Le sujet est particulièrement sensible dans certains secteurs, comme la construction. Mardi, des organisations professionnelles actives dans ce domaine (DLR, EVOLIS et ARTEMA) ont ainsi annoncé avoir « saisi » le ministre de l’Economie pour qu’il « tempère » le « désengagement » des assureurs-crédit. Faute de quoi, « la situation aura un impact dommageable sur la reprise de l’activité », préviennent-elles.
Inquiétude grandissante
Les assureurs-crédit jouent un rôle clé dans le bon fonctionnement de l’économie. Euler Hermes, Coface ou encore Atradius garantissent les entreprises contre les impayés des clients dans un pays où les délais de paiements sont très répandus. En temps de crise cependant, ils sont enclins à diminuer les protections accordées aux sociétés pour se prémunir contre la hausse des défauts. D’où l’inquiétude grandissante des sociétés.

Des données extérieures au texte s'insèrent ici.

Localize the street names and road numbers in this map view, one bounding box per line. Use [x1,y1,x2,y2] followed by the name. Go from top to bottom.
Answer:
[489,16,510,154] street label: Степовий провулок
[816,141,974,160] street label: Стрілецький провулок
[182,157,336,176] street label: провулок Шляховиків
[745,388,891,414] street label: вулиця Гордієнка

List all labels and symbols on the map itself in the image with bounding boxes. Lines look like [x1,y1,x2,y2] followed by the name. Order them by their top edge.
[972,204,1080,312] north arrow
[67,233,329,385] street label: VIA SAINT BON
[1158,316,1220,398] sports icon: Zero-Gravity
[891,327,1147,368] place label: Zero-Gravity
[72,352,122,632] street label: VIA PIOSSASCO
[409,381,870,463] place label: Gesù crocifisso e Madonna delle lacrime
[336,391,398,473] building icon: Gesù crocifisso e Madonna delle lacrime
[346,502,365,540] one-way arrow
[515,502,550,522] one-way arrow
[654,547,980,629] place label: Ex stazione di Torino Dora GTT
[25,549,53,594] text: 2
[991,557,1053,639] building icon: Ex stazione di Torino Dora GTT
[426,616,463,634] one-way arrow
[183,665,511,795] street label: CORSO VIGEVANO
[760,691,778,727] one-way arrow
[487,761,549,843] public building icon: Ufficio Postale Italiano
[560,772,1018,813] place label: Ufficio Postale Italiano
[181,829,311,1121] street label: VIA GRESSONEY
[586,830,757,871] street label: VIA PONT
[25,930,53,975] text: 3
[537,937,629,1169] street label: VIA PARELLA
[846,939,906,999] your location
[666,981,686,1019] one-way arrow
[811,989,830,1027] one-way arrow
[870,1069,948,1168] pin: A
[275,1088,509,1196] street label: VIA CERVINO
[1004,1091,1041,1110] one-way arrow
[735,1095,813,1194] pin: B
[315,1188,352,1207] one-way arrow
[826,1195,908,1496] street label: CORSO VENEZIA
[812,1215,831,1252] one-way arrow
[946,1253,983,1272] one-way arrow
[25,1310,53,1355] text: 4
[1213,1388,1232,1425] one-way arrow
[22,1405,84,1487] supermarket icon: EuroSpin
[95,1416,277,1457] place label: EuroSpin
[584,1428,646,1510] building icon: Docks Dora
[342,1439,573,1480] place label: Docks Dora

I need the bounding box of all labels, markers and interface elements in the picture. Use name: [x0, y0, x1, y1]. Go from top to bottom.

Conscient du problème, l’Etat a déjà décidé de réactiver un dispositif mis en place lors de la crise précédente (CAP et CAP+),
en octroyant une garantie publique
. Ce filet de sécurité a beau avoir été déjà renforcé – et porté à 15 milliards d’euros – il ne dissipe pas les inquiétudes. En témoigne
l’alerte lancée par le « comité de crise sur les délais de paiements ».
Réunissant les principales organisations patronales aux côtés de Bercy, ce comité a souligné la semaine dernière « l’augmentation des remontées d’entreprises s’inquiétant de la dégradation des couvertures d’assurance-crédit ».
La situation est suivie de près à Bercy. Le ministère a demandé aux assureurs-crédit de lui faire remonter des données pour prendre l’ampleur de la baisse des couvertures. « On n’exclut pas de faire évoluer le dispositif dans le sens d’un complément », indique-t-on à Bercy. Celui-ci pourrait porter sur les conditions d’éligibilité. Une augmentation de la garantie publique n’est pas exclue mais nécessiterait d’être adoptée dans une loi de finances.
La médiation du crédit mobilisée
Placée au sein de la Banque de France, la médiation du crédit tempère. « Pour l’instant, j’ai relativement peu de dossiers portant sur l’assurance-crédit », note le médiateur, Frédéric Visnovsky, qui règle aussi des conflits entre les banques et leurs clients. Cela ne l’a pas empêché d’engager des discussions bilatérales avec les principaux assureurs-crédit pour mieux comprendre ce qui se passe sur le terrain.
Les intéressés se défendent de ne pas jouer leur rôle. « Entre la période avant la crise et le début du mois de mai, nos engagements de couvertures totaux ont baissé de 3 % et nous ne faisons pas de réductions de garanties basées sur des critères sectoriels », assure Eric Lenoir, président du comité exécutif d’Euler Hermes France. D’après le poids lourd du secteur et son concurrent Coface, le recours au dispositif public va progressivement augmenter.
Reste que ces assureurs-crédit sont favorables à un ajustement du système. Ils ne sont pas les seuls. Un groupe de parlementaires de la majorité s’est ainsi emparé du sujet. « Le dispositif est lourd à activer pour les entreprises qui ont beaucoup de clients, comme les grossistes », explique ainsi Dominique David, députée de la République en Marche.